Saved entries

==============================

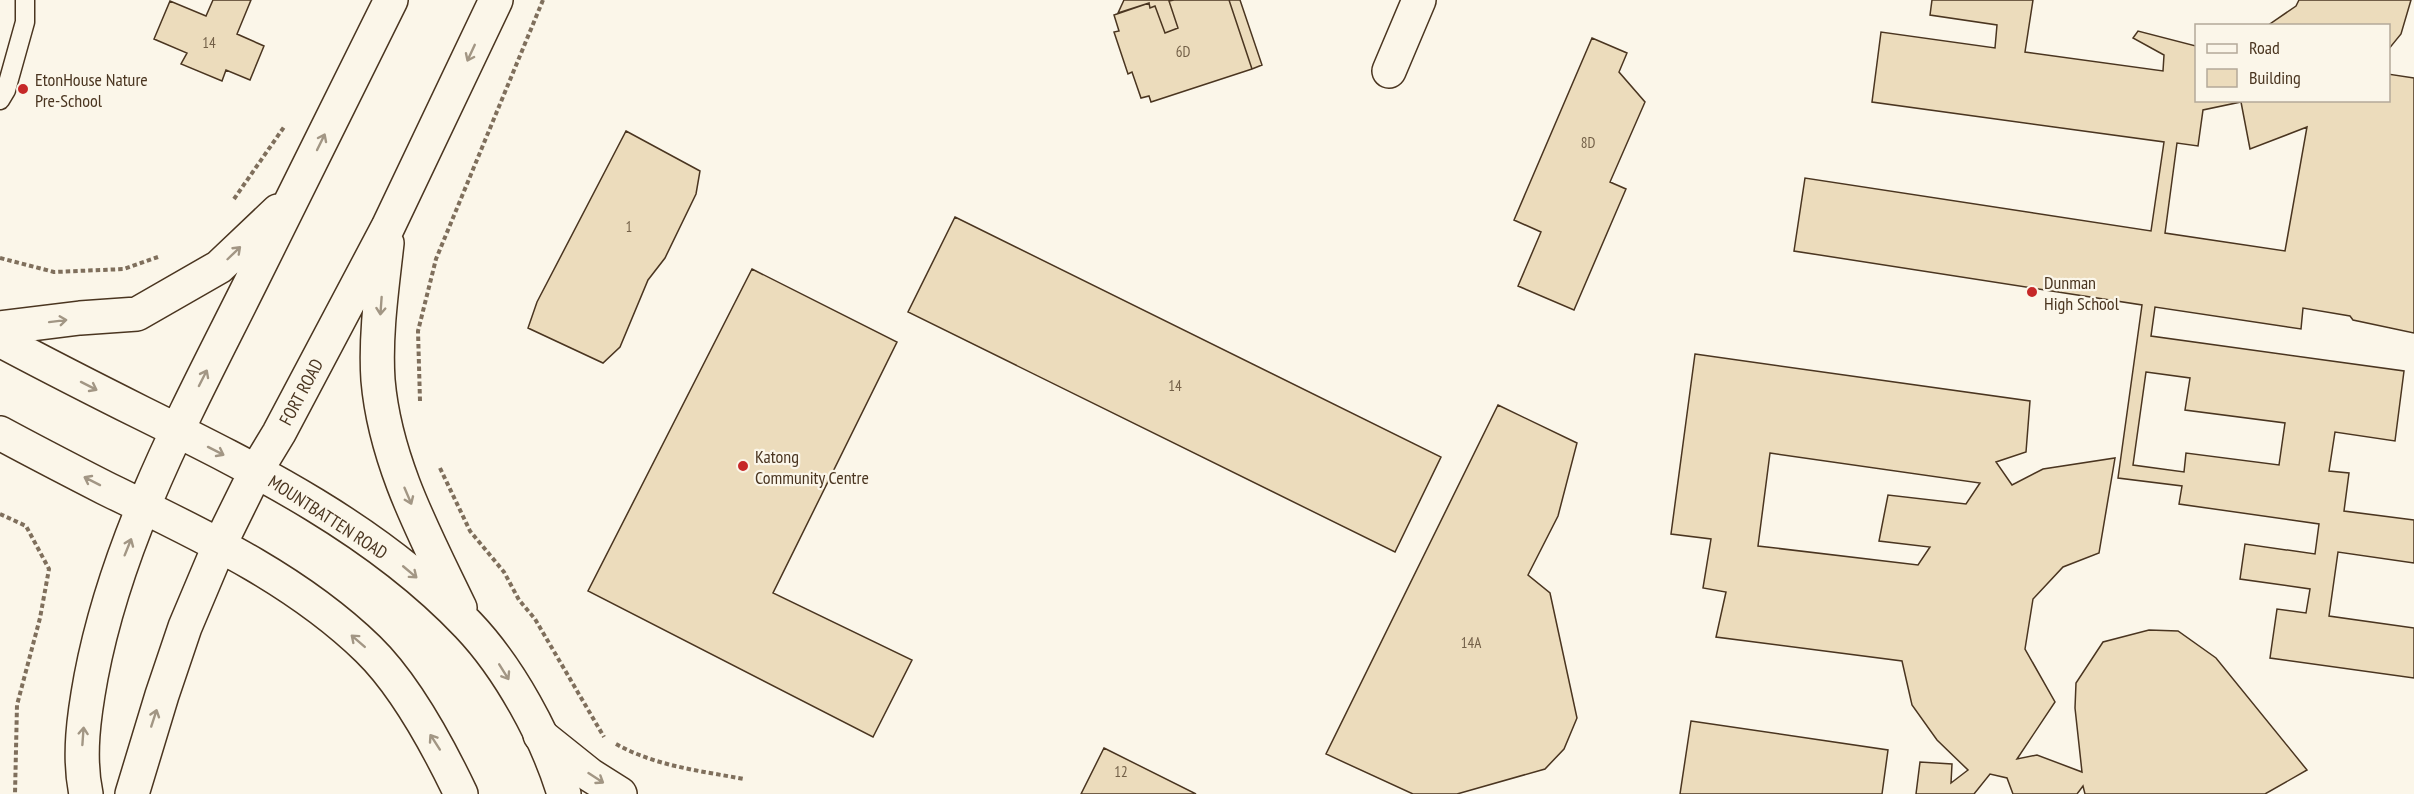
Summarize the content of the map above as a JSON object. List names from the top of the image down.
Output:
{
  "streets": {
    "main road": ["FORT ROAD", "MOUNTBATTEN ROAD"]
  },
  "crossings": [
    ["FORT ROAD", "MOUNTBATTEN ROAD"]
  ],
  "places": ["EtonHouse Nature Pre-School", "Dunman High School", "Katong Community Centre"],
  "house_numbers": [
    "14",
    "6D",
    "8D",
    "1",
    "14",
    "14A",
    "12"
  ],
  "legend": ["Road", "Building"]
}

==============================

### What to do
Images stay out, but the rest of the data above must be repeated exactly.

### Your solution
Summarize the content of the map above as a JSON object. List names from the top of the image down.
Output:
{
  "streets": {
    "main road": ["FORT ROAD", "MOUNTBATTEN ROAD"]
  },
  "crossings": [
    ["FORT ROAD", "MOUNTBATTEN ROAD"]
  ],
  "places": ["EtonHouse Nature Pre-School", "Dunman High School", "Katong Community Centre"],
  "house_numbers": [
    "14",
    "6D",
    "8D",
    "1",
    "14",
    "14A",
    "12"
  ],
  "legend": ["Road", "Building"]
}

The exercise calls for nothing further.